What are jalapeño hands, you ask? Well, anyone who's ever sliced and diced a hot pepper will most certainly know. It's that subtle – sometimes, not so subtle – burning sensation that you can feel after handling a hot pepper without wearing gloves (via Taste of Home). While jalapeño hands are usually pretty mild and non-intrusive, it's best to avoid them because after cooking with the peppers, you could touch your eye or other much more delicate parts of the body and cause a severe and painful burn. So let's take a look at how to prevent, and treat, this common pitfall of spicy cooking.

What causes jalapeño hands and how to prevent them

To better understand and avoid this phenomenon, it's a good idea to know what causes jalapeño hands in the first place. That would be due to a chemical compound found in hot peppers called capsaicin. When you handle cut peppers, capsaicin transfers to your skin, where it can cause a mild feeling of heat. Capsaicin triggers pain signals in the body but actually reduces them afterward, and can be used medicinally in the form of creams and gels to address the pain of headaches, joint issues, and skin disorders (via University of Michigan Medicine). 

If you're more interested in eating delicious food than in stimulating your pain signals, there are ways to prevent and alleviate jalapeño hands. The best method is to slap on a pair of gloves before you even approach a spicy pepper (via Taste of Home). They can be disposable, as University of Michigan Medicine recommends, or reusable cut-resistant gloves that can be found on Amazon, as suggested by Taste of Home. That way, when you cut open the pepper flesh and expose the seeds, your hands will be entirely protected from the capsaicin.

Damage control

Did you forget to wear gloves and now find yourself in the spicy territory of jalapeño hands? Never fear: there are several methods to help alleviate the pain. One option is to take a look in your fridge and see what dairy products you have on hand: not to snack on, but with which to bathe your inflamed skin. Pour some milk or yogurt into a bowl and soak your hands in it: the casein found in the dairy can help counteract the burning of the capsaicin (via Taste of Home).

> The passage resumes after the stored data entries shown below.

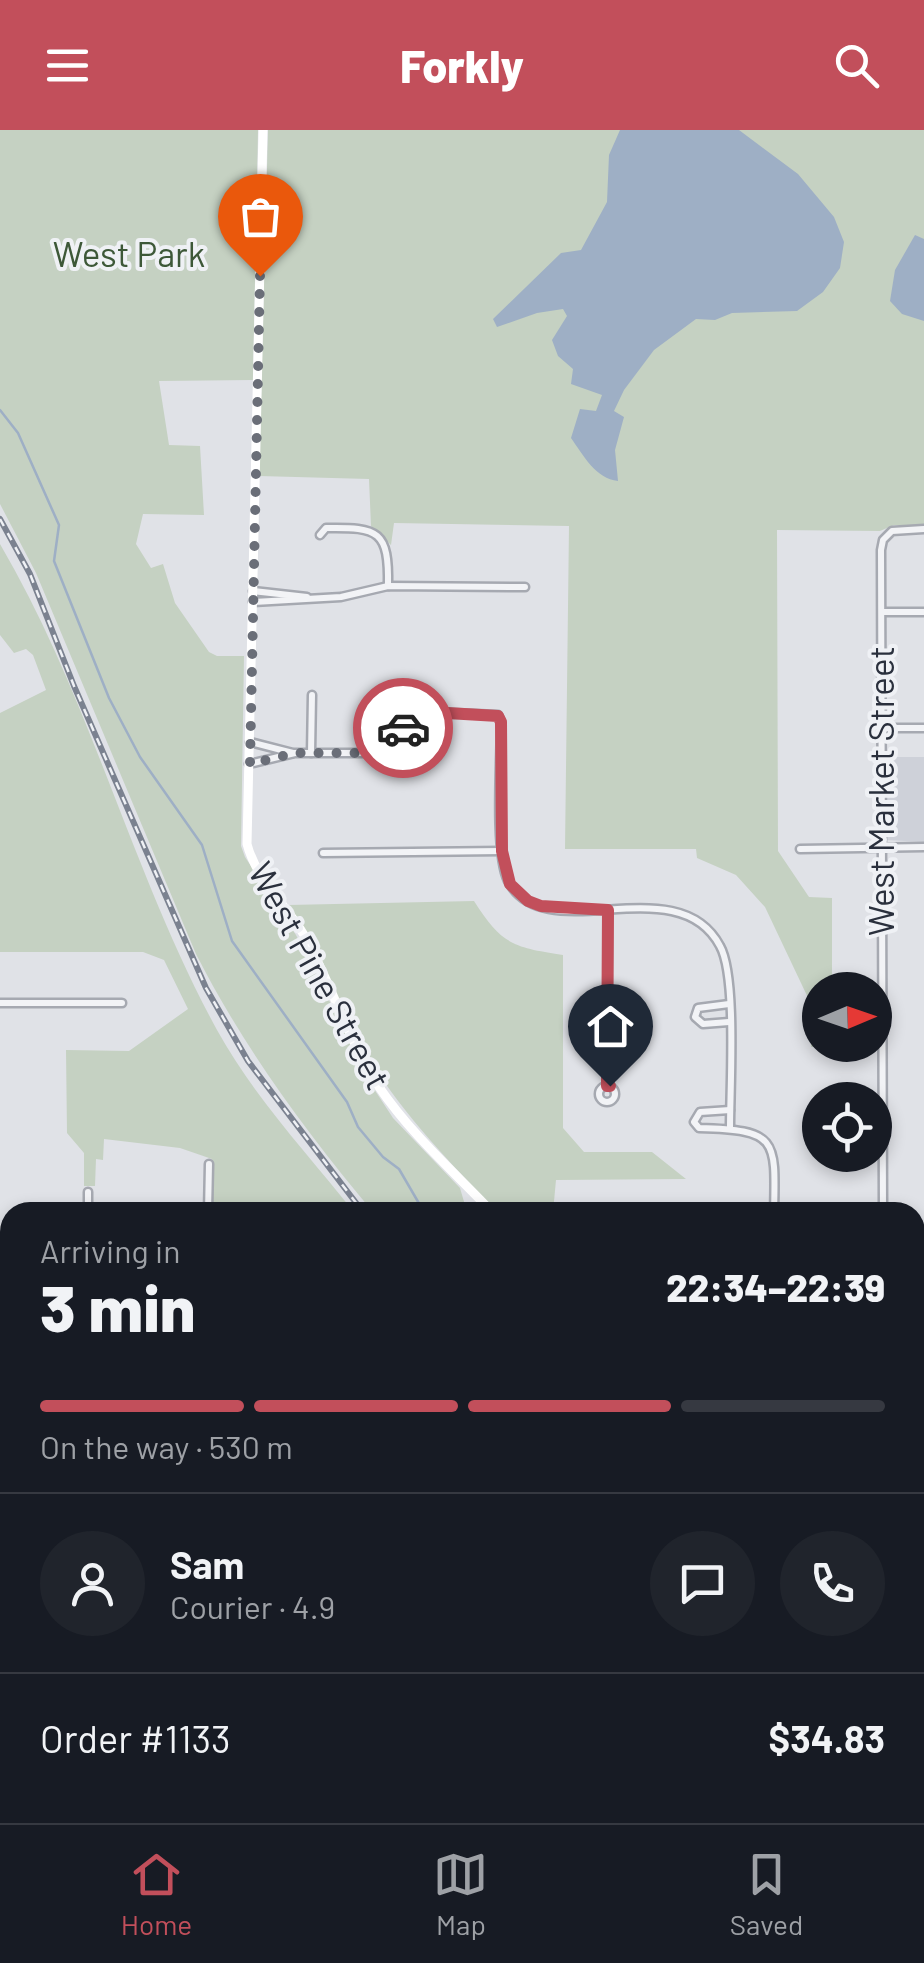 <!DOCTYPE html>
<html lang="en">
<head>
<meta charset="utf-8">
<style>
	body { margin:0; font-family:Barlow,sans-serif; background:#20242c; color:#f1f3f6; height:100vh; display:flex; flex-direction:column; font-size:38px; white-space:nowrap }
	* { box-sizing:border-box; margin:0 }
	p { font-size:32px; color:#9ea1a6 }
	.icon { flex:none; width:55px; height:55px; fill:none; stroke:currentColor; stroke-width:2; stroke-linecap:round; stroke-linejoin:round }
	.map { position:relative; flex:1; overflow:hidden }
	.side { position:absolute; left:0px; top:1072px; width:925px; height:622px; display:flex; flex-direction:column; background:#171b24; border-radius:30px 30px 0 0; box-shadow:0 5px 15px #0003 }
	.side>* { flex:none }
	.needle { width:65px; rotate:88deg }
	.fabs { position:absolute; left:802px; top:842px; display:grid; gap:20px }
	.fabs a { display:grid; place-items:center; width:90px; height:90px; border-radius:50%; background:#171b24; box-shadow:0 5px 15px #0003; font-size:50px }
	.pin { position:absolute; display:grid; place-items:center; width:85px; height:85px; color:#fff; margin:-102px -42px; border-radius:50% 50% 50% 0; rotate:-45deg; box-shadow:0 0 10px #0007 }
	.pin .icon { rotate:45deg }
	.courier { position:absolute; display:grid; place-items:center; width:100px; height:100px; margin:-50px; border:8px solid #c24f5b; border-radius:50%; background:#fff; color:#222; box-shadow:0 2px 12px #0007 }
	.summary em { font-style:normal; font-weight:800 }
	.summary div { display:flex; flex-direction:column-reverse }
	.summary { display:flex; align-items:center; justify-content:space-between; height:170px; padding:0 40px }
	h1 { font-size:65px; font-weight:800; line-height:75px }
	.bar { display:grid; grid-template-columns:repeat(4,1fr); gap:15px 10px; align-content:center; height:120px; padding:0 40px }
	.bar i { height:12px; border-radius:8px; background:#363941 }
	.bar .current { background:#c24f5b }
	.bar p { grid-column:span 4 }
	.line { display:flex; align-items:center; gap:25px; padding:0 40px; border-top:2px solid #363941 }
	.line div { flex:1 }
	.round { display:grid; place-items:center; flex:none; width:105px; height:105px; border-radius:52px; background:#20242c }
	header { display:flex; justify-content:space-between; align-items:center; height:130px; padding:0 40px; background:#c24f5b; color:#fff; font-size:45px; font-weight:800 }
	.tabs { display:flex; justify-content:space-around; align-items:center; height:140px; border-top:2px solid #363941; background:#171b24; font-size:28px; color:#9ea1a6 }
	.tabs a { display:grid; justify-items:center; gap:5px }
	.tabs .current { color:#c24f5b }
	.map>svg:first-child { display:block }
</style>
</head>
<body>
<header><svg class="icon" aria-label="menu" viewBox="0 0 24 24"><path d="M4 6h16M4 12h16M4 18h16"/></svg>Forkly<svg class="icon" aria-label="search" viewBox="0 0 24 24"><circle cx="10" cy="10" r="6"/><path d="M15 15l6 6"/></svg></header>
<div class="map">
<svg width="924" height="1693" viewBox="0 0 924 1693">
	<rect width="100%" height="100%" fill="#e0e2e7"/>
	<g fill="#ced1d9">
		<path d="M884 627H924V712L886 710Z"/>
		<path d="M0 1231H10V1685L148 1693H0Z"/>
		<path d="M915 1572H924V1692H891L889 1685H915Z"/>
	</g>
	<g fill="#c5d1c2">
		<path d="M0 0H258L253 250 159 251 169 315 200 316 204 385 143 384 136 414 151 438 163 434 175 473 209 522 217 526H244L241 716 245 727 296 805 374 959 393 988 460 1058 467 1082H373C305 1001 244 918 196 824L36 443 0 374Z"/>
		<path d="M268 0H924V395H894L880 401 777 400 778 721 809 767 832 768V860H820V915L832 916 811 917 810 872 765 777 736 745 697 728 696 719H565L569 396 394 393 391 415 371 396 369 349 259 346Z"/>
		<path d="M0 414C90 567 132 744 217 900 254 967 307 1023 354 1082H212L214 1038 212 1029 180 1018 104 1009 103 1030 96 1029 95 1056H84V1023L67 1003 66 920 129 921 188 879 164 830 143 822H0V583L46 560 33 525 26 519 14 523 0 505Z"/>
		<path d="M474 771C502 815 513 817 563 825V998L584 1022H652L686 1049 556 1050 553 1082H498C452 1035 405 987 370 930 339 879 323 823 288 775Z"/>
		<path d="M0 1257 10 1259V1386L0 1384Z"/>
	</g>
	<g fill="#9eafc5">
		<path d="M620 0H739L798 44 834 87 844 112 840 138 823 162 797 181 732 183 715 190 696 189 654 220 624 260 614 281 624 287 615 320 618 351C596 349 583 325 571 308L580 279 596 281 602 265 571 254 573 239 558 226 552 210 567 186 563 179 537 183 497 197 493 189 561 123 581 120 607 72 609 25Z"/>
		<path d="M915 105 924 109V191L902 184 890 171 895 140Z"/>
	</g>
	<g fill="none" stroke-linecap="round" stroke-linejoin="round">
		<path stroke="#9eafc5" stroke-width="2.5" d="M0 280 18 303 59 395 54 431 109 568 140 627 202 715 232 811 347 972 358 997 383 1027 399 1039 424 1082"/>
		<g stroke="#a6a9b1" stroke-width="11">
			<g id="street">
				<path d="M320 405 326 398C379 397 389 401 388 456"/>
				<path d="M253 461 307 467"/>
				<path d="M253 472 341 467 388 456 525 457"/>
				<path d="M882 482H924"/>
				<path d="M882 598H924"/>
				<path d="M250 612 293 623"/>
				<path d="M311 623 312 565"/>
				<path d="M249 634 295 623H365L422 583 430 582 498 585 501 592C501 627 494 723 508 751 545 821 677 735 720 816 737 846 730 957 730 997"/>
				<path d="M800 719 924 717"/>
				<path d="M323 723 502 721"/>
				<path d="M0 873H122"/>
				<path d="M729 892 703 894 695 887 698 878 729 874"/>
				<path d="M607 956 608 780"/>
				<circle cx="607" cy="964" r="8"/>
				<path d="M730 980 700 982 694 992 699 998C777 1000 776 1008 774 1082"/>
				<path d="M88 1082V1062"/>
				<path d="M208 1082 209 1034"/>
				<path d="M883 1082 881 420 883 410 892 401 924 399"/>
				<path d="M915 1105 924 1106"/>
				<path d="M915 1225H924"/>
				<path d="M0 1227H10"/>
				<path d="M915 1569H924"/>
				<path d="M776 1693V1685"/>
				<path d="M882 1693V1685"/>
			</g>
		</g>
		<use href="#street" stroke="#f2f3f6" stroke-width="6"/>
		<g stroke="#fff" stroke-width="9">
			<path d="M263 0 247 714C256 749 286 775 304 805 332 854 347 909 379 957 411 1004 453 1041 492 1082"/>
			<path d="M0 1685 753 1693"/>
		</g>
		<g stroke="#7b8290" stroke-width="6">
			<g id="rail">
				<path d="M0 389 30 444 74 556 206 858 248 931 363 1082"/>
				<path d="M612 1693V1685"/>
			</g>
		</g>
		<use href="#rail" stroke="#eff1f5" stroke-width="2.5" stroke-dasharray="8" stroke-linecap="butt"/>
	</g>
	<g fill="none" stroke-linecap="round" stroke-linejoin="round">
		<path stroke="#6a6e78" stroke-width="10" stroke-dasharray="0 18" d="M260 146 250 634 295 623H365L403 598"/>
		<path stroke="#c24f5b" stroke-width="12" d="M403 598 422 584 430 582 498 586 501 592 502 721 510 754 528 771 541 776 608 780 607 956H610"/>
	</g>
	<g text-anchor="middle" stroke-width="8" stroke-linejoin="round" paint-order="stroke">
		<g font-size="35" fill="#3d5838" stroke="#eff1f5">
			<text x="129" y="137">West Park</text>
		</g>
		<g font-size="35" fill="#2a303d" stroke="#eff1f5">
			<text transform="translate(882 661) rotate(-90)" y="12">West Market Street</text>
			<text transform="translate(319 846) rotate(61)" y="12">West Pine Street</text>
		</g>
	</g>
</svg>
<div class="fabs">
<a><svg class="needle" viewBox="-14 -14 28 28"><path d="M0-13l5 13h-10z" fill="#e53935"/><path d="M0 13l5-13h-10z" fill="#9ea1a6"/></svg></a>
<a><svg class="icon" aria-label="locate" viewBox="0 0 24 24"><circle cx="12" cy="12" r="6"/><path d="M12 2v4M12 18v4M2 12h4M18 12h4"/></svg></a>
</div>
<div class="pin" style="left:260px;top:146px;background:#ea580c"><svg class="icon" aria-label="bag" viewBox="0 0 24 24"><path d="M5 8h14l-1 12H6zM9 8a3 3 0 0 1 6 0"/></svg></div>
<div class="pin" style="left:610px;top:956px;background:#1f2937"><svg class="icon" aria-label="home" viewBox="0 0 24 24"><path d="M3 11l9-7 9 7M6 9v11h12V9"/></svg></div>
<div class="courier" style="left:403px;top:598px"><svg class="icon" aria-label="car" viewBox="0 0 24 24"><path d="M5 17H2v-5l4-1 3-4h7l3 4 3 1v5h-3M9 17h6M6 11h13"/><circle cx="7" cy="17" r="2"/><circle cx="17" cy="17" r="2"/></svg></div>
<section class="side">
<div class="summary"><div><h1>3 min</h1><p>Arriving in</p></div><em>22:34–22:39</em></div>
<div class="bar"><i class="current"></i><i class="current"></i><i class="current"></i><i></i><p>On the way · 530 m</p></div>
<div class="line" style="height:180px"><a class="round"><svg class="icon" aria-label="person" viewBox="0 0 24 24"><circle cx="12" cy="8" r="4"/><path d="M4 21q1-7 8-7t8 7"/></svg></a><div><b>Sam</b><p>Courier · 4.9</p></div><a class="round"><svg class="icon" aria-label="chat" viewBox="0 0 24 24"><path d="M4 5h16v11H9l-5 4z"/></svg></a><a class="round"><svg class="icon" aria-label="phone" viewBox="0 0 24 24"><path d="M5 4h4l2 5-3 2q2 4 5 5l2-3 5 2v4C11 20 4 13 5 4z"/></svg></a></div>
<div class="line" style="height:130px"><div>Order #1133</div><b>$34.83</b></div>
</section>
</div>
<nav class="tabs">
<a class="current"><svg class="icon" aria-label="home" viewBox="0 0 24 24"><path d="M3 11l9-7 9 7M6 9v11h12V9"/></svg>Home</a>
<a><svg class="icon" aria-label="map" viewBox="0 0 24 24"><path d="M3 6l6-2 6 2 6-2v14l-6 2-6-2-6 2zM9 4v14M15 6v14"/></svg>Map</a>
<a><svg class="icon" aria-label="saved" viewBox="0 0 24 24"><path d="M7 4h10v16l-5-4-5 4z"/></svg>Saved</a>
</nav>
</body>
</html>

No dairy on hand (pun intended)? Your second option is to give your hands a good scrub with hot, soapy water. Using a clean kitchen brush or washcloth, lather up your hands repeatedly until the capsaicin is removed and you've relieved the burning. You can also moisturize your hands with olive, vegetable, or coconut oil, which should also help ease the pain. And never fear: time heals all wounds, including jalapeño hands: over the next few hours, as the capsaicin on your skin breaks down, the burning will subside and you'll feel right as rain again – ready to dig into the spicy food for which you paid the price of admission.